In 1978, Muss bought the largest hotel in Miami-Dade County, the aging Fontainebleau Hotel), for $27 million, rescuing it from bankruptcy. He injected an additional $100 million into the hotel for improvements and hired the Hilton company to manage it. In 2005, the Muss Organization sold the Fontainebleau to Donald Soffer's Turnberry Associates for $165 million.
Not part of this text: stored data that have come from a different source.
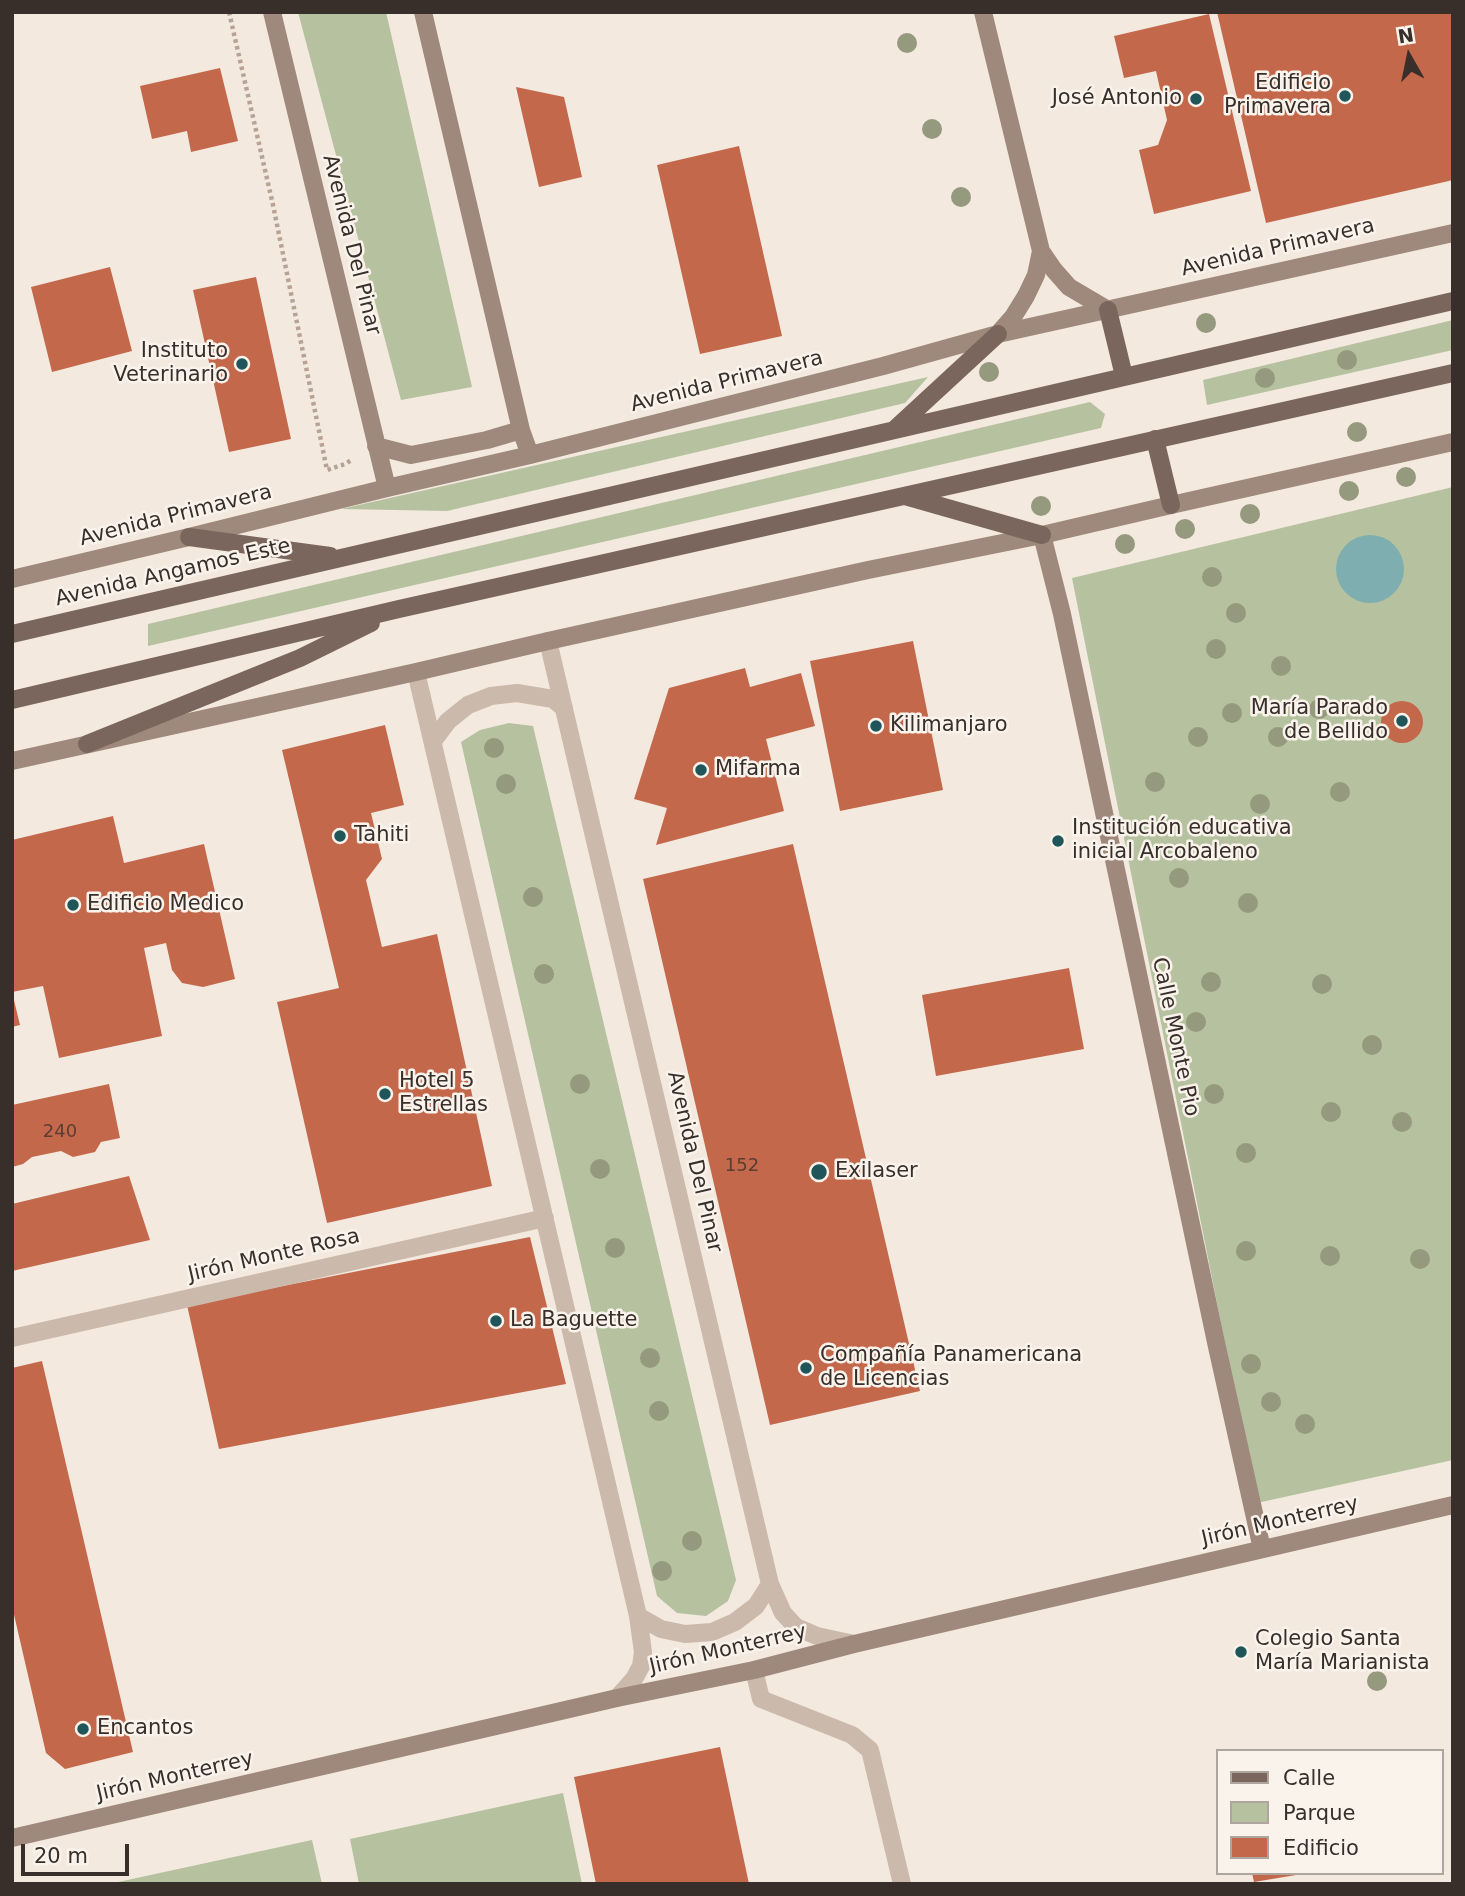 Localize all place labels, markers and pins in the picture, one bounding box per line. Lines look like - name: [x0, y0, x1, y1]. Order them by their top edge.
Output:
- place label: Edificio Primavera: [1224, 71, 1331, 121]
- place label: José Antonio: [1052, 86, 1182, 112]
- marker: Edificio Primavera: [1337, 88, 1353, 104]
- marker: José Antonio: [1188, 91, 1204, 107]
- place label: Instituto Veterinario: [113, 339, 228, 389]
- marker: Instituto Veterinario: [234, 356, 250, 372]
- place label: María Parado de Bellido: [1251, 696, 1388, 746]
- place label: Kilimanjaro: [890, 713, 1008, 739]
- marker: María Parado de Bellido: [1394, 713, 1410, 729]
- marker: Kilimanjaro: [868, 718, 884, 734]
- place label: Mifarma: [715, 757, 801, 783]
- marker: Mifarma: [693, 762, 709, 778]
- place label: Institución educativa inicial Arcobaleno: [1072, 816, 1292, 866]
- place label: Tahiti: [354, 823, 409, 849]
- marker: Tahiti: [332, 828, 348, 844]
- marker: Institución educativa inicial Arcobaleno: [1050, 833, 1066, 849]
- place label: Edificio Medico: [87, 892, 244, 918]
- marker: Edificio Medico: [65, 897, 81, 913]
- place label: Hotel 5 Estrellas: [399, 1069, 488, 1119]
- marker: Hotel 5 Estrellas: [377, 1086, 393, 1102]
- place label: Exilaser: [835, 1159, 918, 1185]
- marker: Exilaser: [809, 1162, 829, 1182]
- place label: La Baguette: [510, 1308, 637, 1334]
- marker: La Baguette: [488, 1313, 504, 1329]
- place label: Compañía Panamericana de Licencias: [820, 1343, 1082, 1393]
- marker: Compañía Panamericana de Licencias: [798, 1360, 814, 1376]
- place label: Colegio Santa María Marianista: [1255, 1627, 1430, 1677]
- marker: Colegio Santa María Marianista: [1233, 1644, 1249, 1660]
- place label: Encantos: [97, 1716, 193, 1742]
- marker: Encantos: [75, 1721, 91, 1737]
Muss was instrumental in getting Miami Beach to implement a 3% "bed" tax to rebuild the city's aging infrastructure, including refurbishing and expanding its convention center. He was the president of the Miami Beach Redevelopment Agency. In 1994, he sold the Seacoast Towers for $94 million.

==Philanthropy==
Muss was the chairman of the Alexander Muss High School in Israel and honorary chairman of the Lapid Coalition for High School Age Programs in Israel. Muss served as Board Chair of Temple Emanu-El in Miami Beach and also served on the board of the Miami Art Museum and on the Board of Governors of Haifa University.

==Personal life and death==
Muss had three children with Carol Matelson, in a marriage that ended in divorce; he also had two children from his later marriage to Maureen Haver, who died in 1993. Afterwards he married Sandra Paul, the ex-wife of his friend and CenTrust banker David L. Paul. Their marriage also ended in divorce. Muss was a member of Temple Emanu-El in Miami Beach. In later years, Muss was in a relationship with Amy Jeschawitz.

Muss died at his home in Williamstown, Massachusetts, on August 23, 2025, at the age of 97.